In the above plot, black points are the high temperature values for 7 days near the fall equinox for years in my chosen date range. I've highlighted my "formative years," when I would have had noticed the weather as a kid, and I've also highlighted the last few years as "recent memory." The horizontal line shows the mean high temperature over the whole date range. The fall equinox itself stands out as the balmy 90 degree day on the far right of the plot.

From squinting at this plot, it does seem that high temperatures were more or less scattered around the mean during my youth, possibly even biased a bit "cool," whereas the last few years seem to have been quite warm. The mean seems to have shifted to hotter temperatures. The lower envelope of the high temperatures also seems to be warmer in recent years. So I'm going to interpret this as justifying my impatience with the late arrival of fall weather: It has been much warmer lately in early fall as compared to my childhood years!

Now that we have this data cached, we can obviously look at a lot of other things. Just for some other fun, I'll make a few more visualizations of the data below.

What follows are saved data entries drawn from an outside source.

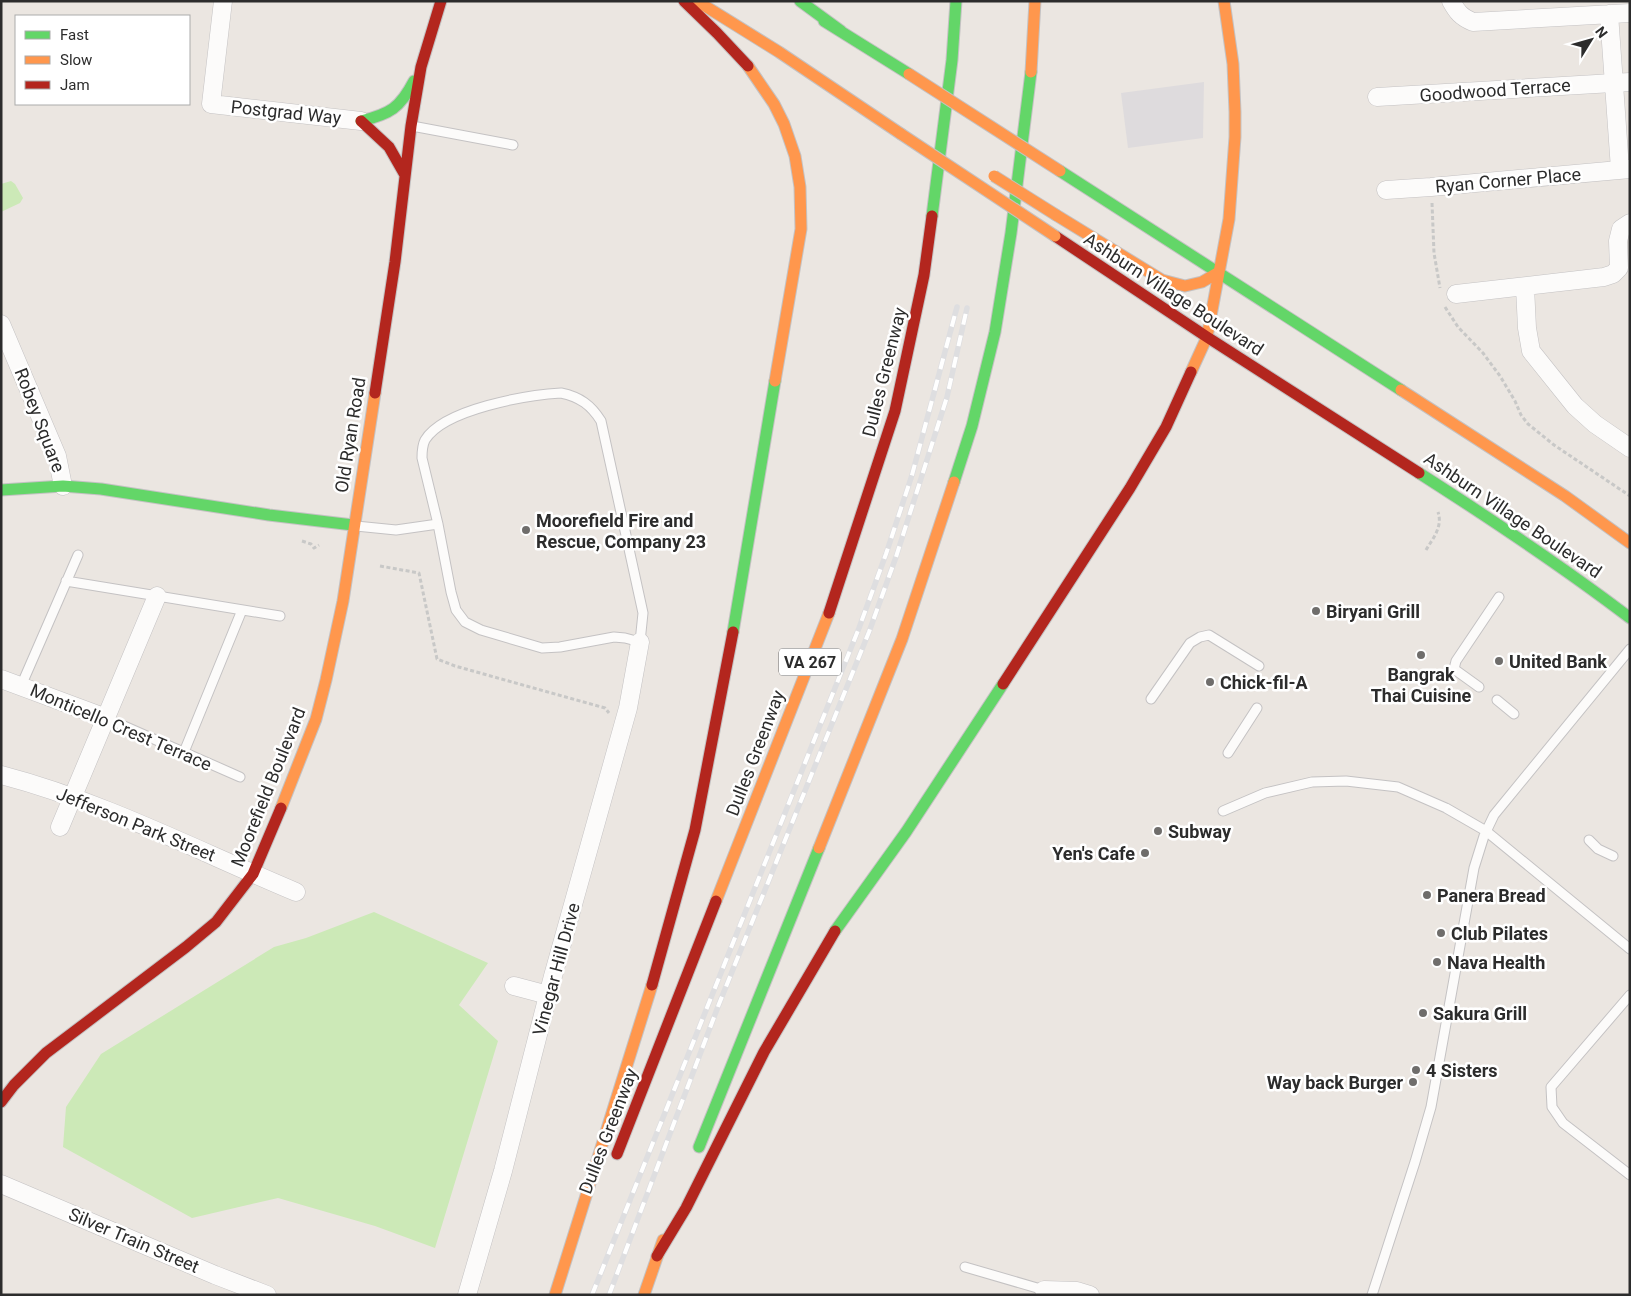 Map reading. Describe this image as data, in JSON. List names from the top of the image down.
{
  "streets": {
    "main road": [
      "Ashburn Village Boulevard",
      "Dulles Greenway",
      "Old Ryan Road",
      "VA 267",
      "Moorefield Boulevard"
    ],
    "street": [
      "Goodwood Terrace",
      "Postgrad Way",
      "Ryan Corner Place",
      "Robey Square",
      "Monticello Crest Terrace",
      "Jefferson Park Street",
      "Vinegar Hill Drive",
      "Silver Train Street"
    ]
  },
  "crossings": [
    ["Old Ryan Road", "Moorefield Boulevard"],
    ["Moorefield Boulevard", "Jefferson Park Street"]
  ],
  "places": [
    "Moorefield Fire and Rescue, Company 23",
    "Biryani Grill",
    "Bangrak Thai Cuisine",
    "United Bank",
    "Chick-fil-A",
    "Subway",
    "Yen's Cafe",
    "Panera Bread",
    "Club Pilates",
    "Nava Health",
    "Sakura Grill",
    "4 Sisters",
    "Way back Burger"
  ],
  "legend": ["Fast", "Slow", "Jam"],
  "north": "top right"
}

Yearly temperature trends:

Another thing we can look at is how this year so far compares to historical weather data in terms of high and low temperatures. For example, we can compute daily temperature range percentiles and then see how this year compares to different percentile ranges over the course of the year:

In [9]:
# All weather data for this year so far:
this_year = df[df['year'] == 2019]
In [10]:
# Some parameters we might want to try playing with
smooth = 3.  # days
plot_year = 2024  # we need to set an arbitrary year for plotting

# Percentile ranges to plot
qs = [[16, 84],
      [2.5, 97.5]]
q_alphas = [0.25, 0.12]

g = df.groupby(['month', 'day'])

x = np.array([datetime.datetime(plot_year, m, d) for m, d in g.groups.keys()], 
             dtype=np.datetime64)

# ---

fig, axes = plt.subplots(2, 1, figsize=(10, 10),
                         sharey=True)

# Repeat plots for high and low temperatures:
for ax, name, color in zip(axes, ['High', 'Low'], ['tab:red', 'tab:blue']):
    colname = 'temperature{0}'.format(name)
    
    # Plot smoothed mean temp. trend:
    ax.plot(x, 
            gaussian_filter1d(g.mean()[colname], smooth), 
            color=color, marker='', alpha=0.8, linestyle='--', zorder=100)
    
    # Plot bands for percentile ranges:
    percentiles = dict()
    for i, (_, row) in enumerate(g):
        for q1, q2 in qs:
            if q1 not in percentiles:
                percentiles[q1] = []
                percentiles[q2] = []
            percentiles[q1].append(np.percentile(row[colname], q1))
            percentiles[q2].append(np.percentile(row[colname], q2))
    
    for (q1, q2), alpha in zip(qs, q_alphas):
        y1 = gaussian_filter1d(percentiles[q1], smooth)
        y2 = gaussian_filter1d(percentiles[q2], smooth)
        ax.fill_between(x, y1, y2,
                        zorder=100, color=color, 
                        linewidth=0, alpha=alpha)
        
        ax.text(x[-5], y1[-5], '{}%'.format(q1), 
                ha='right', va='center', fontsize=16, 
                color=color, alpha=4*alpha)
        ax.text(x[-5], y2[-5], '{}%'.format(q2), 
                ha='right', va='center', fontsize=16, 
                color=color, alpha=4*alpha)
    
    # Plot this year as a solid line on top:
    ax.plot(x[:len(this_year)], this_year[colname],
            color=color, lw=2, linestyle='-', marker='',
            zorder=101)
    
    # Set axis limits and ticks
    ax.set_xlim(datetime.datetime(plot_year, 1, 1), 
                datetime.datetime(plot_year, 12, 31))
    ax.set_ylim(-12, 102)
    ax.yaxis.set_ticks(np.arange(-10, 100+1, 10))
    ax.grid(zorder=-10, color='#eeeeee')
    
    # Add a celsius axis for my homies
    ax_c = ax.twinx()
    ax_c.set_ylim((ax.get_ylim()*u.imperial.Fahrenheit).to(u.Celsius, u.temperature()).value)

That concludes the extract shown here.